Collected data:
== Segment start ==

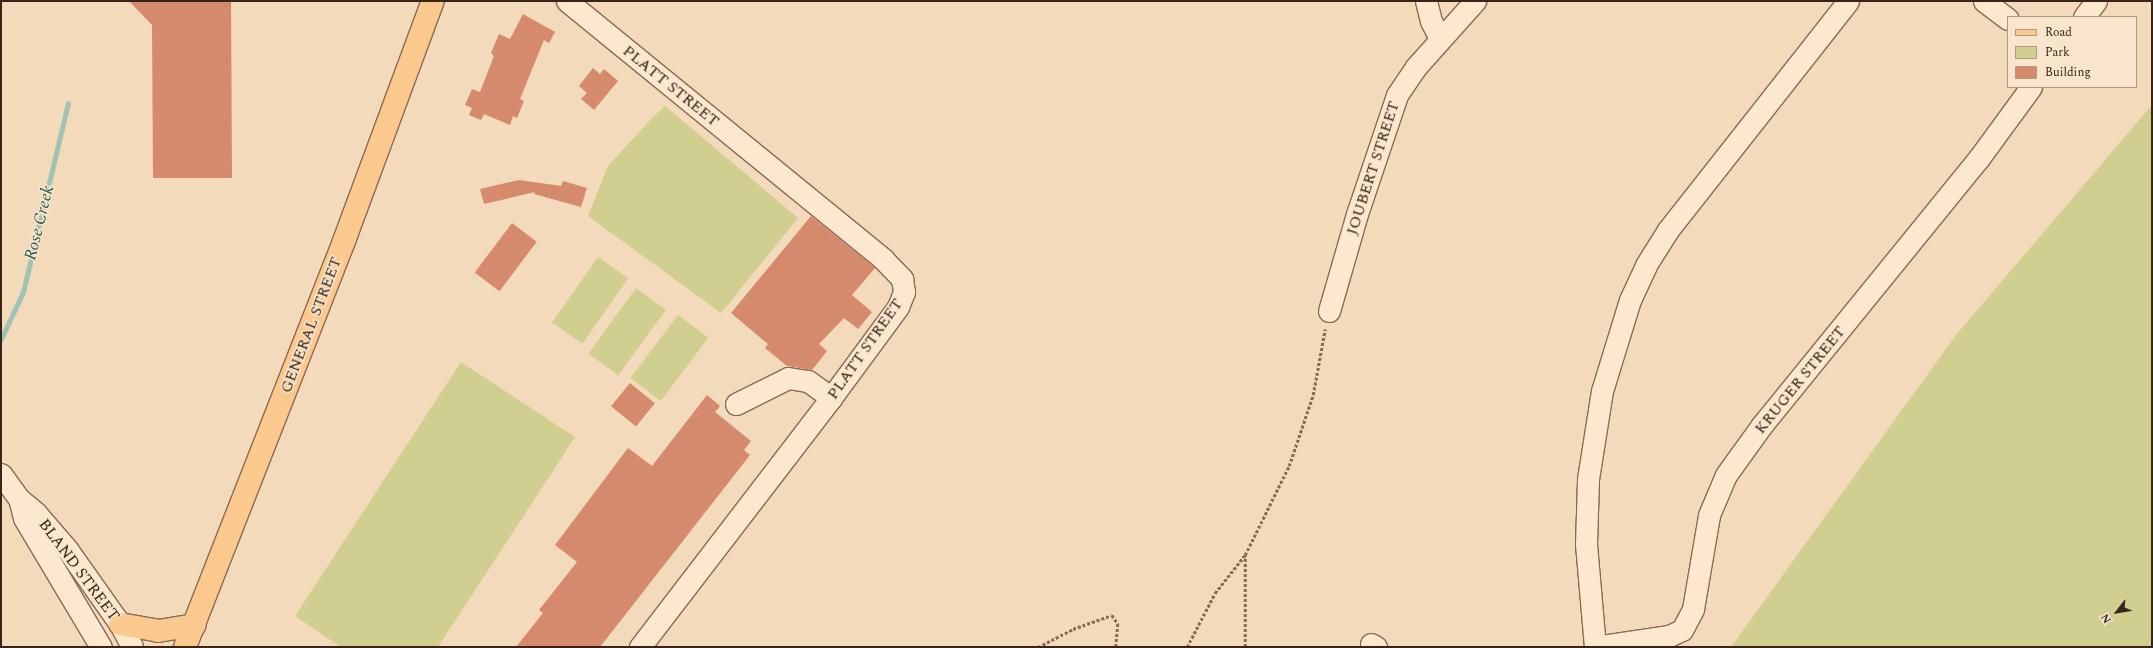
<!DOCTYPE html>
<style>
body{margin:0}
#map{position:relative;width:2153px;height:648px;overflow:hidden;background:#f2dabb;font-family:Spectral,serif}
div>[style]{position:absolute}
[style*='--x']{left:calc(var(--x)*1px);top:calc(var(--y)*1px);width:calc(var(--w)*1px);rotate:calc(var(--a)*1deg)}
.green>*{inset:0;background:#d1cf8f;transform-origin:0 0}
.stream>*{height:5px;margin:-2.5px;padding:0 2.5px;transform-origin:2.5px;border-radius:2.5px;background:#a0c3b3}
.building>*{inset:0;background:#d5896d;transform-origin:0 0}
.path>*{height:2.5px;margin-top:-1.25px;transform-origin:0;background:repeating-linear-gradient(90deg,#8b6953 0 3px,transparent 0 5px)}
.roads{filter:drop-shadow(1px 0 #8b6953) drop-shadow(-1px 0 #8b6953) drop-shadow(0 1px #8b6953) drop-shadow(0 -1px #8b6953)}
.minor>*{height:21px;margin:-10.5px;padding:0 10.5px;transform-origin:10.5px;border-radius:10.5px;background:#fce8cf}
.major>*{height:22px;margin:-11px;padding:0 11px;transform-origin:11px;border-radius:11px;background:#fbc98e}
span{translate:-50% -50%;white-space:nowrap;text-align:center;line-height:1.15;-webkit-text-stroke:3px #f9e5cc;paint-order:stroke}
.street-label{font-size:16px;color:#39241a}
.water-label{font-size:17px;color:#275a50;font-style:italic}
.frame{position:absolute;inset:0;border:2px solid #39241a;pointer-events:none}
.legend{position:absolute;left:2007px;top:16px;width:130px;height:72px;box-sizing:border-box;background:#f9e5cc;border:1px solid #ac9885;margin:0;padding:5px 7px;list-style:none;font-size:12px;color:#39241a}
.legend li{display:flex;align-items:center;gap:8px;height:20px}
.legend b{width:20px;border:1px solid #ac9885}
.north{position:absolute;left:2097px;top:592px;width:40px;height:40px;-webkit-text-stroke:3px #f9e5cc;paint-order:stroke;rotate:239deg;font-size:11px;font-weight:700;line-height:16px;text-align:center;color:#39241a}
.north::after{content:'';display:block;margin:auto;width:14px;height:18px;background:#39241a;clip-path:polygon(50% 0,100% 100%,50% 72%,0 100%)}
</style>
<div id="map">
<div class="green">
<i style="clip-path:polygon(2152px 105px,2152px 647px,1731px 647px,1956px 335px)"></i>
<i style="clip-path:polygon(665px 106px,798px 218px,721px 313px,588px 216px,608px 166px,652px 118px)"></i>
<i style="left:598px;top:257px;width:37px;height:80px;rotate:35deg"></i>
<i style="left:636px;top:288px;width:37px;height:81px;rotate:36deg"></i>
<i style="left:678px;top:315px;width:38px;height:79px;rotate:37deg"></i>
<i style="clip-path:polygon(461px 362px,575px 437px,438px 647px,341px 647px,295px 616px)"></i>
</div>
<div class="stream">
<i style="--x:1;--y:339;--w:52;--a:-64.9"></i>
<i style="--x:23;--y:292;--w:194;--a:-76.6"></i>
</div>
<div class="building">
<i style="clip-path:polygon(129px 1px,231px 1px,232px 178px,153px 178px,152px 25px)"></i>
<i style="clip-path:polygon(523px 14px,555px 32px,549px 43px,544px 40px,520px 99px,524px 101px,517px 118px,513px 116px,510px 125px,484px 114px,481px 120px,469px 115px,472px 108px,465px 105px,472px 89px,480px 92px,494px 56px,491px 53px,499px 34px,510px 39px)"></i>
<i style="clip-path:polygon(593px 68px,600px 74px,604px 69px,618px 81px,594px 110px,581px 99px,587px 93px,579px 86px)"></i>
<i style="clip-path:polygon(519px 180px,561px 186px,563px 181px,587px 188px,581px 207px,534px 194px,535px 192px,484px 204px,480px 189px)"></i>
<i style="clip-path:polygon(811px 216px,875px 268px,852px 295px,872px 312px,858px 329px,844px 318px,819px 344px,827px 351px,812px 370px,787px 366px,765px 348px,768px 344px,731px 313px)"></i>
<i style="left:512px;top:223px;width:31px;height:62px;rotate:37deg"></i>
<i style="left:630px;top:383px;width:32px;height:30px;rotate:39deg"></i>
<i style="clip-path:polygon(707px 395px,720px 406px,715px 412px,751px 441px,744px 450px,750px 455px,600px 647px,516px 647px,543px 613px,539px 610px,577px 562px,555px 545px,628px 448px,652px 466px)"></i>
</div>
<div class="path">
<i style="--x:1038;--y:647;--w:39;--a:-27"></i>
<i style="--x:1073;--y:629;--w:41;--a:-19.7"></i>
<i style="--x:1112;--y:615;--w:11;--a:56"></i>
<i style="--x:1118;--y:624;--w:23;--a:95"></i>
<i style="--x:1187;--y:647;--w:61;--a:-62.6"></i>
<i style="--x:1215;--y:593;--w:48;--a:-51.7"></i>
<i style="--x:1245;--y:647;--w:92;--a:-90"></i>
<i style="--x:1245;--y:555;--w:99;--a:-63.7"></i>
<i style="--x:1289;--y:466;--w:75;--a:-71.3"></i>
<i style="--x:1313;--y:395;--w:67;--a:-79.7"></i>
</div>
<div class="roads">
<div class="minor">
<i style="--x:567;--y:1;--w:408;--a:39.2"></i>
<i style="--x:883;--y:259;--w:28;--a:46"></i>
<i style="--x:902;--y:279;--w:13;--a:81"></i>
<i style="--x:904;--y:292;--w:16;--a:112"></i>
<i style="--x:898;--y:307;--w:113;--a:126.4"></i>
<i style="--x:831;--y:398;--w:314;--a:127.5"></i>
<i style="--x:1426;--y:1;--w:21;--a:76"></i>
<i style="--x:1431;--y:21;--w:20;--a:63"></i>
<i style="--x:1984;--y:1;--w:30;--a:37"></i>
<i style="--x:2084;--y:17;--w:20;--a:-53"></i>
<i style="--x:1329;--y:311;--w:101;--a:-73.9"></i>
<i style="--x:1357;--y:214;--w:126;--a:-71.4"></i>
<i style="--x:1397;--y:95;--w:34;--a:-56"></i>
<i style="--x:1416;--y:67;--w:89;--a:-48.2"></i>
<i style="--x:736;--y:404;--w:58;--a:-26.6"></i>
<i style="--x:788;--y:378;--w:20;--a:9"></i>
<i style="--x:808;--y:381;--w:29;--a:36"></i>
<i style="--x:1;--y:474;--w:31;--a:54"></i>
<i style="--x:19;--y:499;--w:22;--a:39"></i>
<i style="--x:36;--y:513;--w:48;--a:49.3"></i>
<i style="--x:67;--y:549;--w:92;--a:54.8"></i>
<i style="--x:120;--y:624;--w:26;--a:62"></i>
<i style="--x:20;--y:502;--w:16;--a:76"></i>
<i style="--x:24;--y:518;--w:150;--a:59.2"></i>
<i style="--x:1371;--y:644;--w:6;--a:31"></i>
<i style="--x:1595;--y:647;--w:75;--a:-8.5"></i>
<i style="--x:1669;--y:636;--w:14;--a:-25"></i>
<i style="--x:1682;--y:630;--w:24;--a:-62"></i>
<i style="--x:1693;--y:609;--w:95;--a:-80.3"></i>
<i style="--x:1709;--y:515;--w:43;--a:-67"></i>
<i style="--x:1726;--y:475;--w:62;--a:-54.2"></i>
<i style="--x:1762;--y:425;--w:344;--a:-50.9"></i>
<i style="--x:1979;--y:158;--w:88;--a:-53.8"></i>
<i style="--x:1595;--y:647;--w:103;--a:-95"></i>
<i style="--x:1586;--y:544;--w:65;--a:-88.2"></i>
<i style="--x:1588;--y:479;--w:89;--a:-81"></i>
<i style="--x:1602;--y:391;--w:95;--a:-72.9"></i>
<i style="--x:1630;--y:300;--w:38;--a:-65"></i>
<i style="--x:1646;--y:265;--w:41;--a:-57.8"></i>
<i style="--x:1668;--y:230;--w:291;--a:-51.8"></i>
</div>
<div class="major">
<i style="--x:120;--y:624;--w:39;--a:10"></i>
<i style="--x:158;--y:631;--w:37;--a:-9"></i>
<i style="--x:185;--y:647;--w:436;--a:-68.6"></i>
<i style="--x:344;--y:241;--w:256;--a:-69.7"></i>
</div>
</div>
<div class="street-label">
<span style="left:671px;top:86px;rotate:39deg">PLATT STREET</span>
<span style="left:1373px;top:168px;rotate:-72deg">JOUBERT STREET</span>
<span style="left:311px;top:325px;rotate:-69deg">GENERAL STREET</span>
<span style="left:865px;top:349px;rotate:-55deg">PLATT STREET</span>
<span style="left:1800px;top:380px;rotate:-51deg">KRUGER STREET</span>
<span style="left:79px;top:570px;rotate:53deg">BLAND STREET</span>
</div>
<div class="water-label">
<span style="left:40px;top:223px;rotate:-76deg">Rose Creek</span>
</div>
<div class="frame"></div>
<ul class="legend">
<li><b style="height:5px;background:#fbc98e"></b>Road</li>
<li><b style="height:11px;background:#d1cf8f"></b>Park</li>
<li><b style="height:11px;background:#d5896d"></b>Building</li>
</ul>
<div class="north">N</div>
</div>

== Segment end ==

_TASK_.
Return all lines in the entries above that carry the word "stream".

_WRITTEN SOLUTION_.
.stream>*{height:5px;margin:-2.5px;padding:0 2.5px;transform-origin:2.5px;border-radius:2.5px;background:#a0c3b3}
<div class="stream">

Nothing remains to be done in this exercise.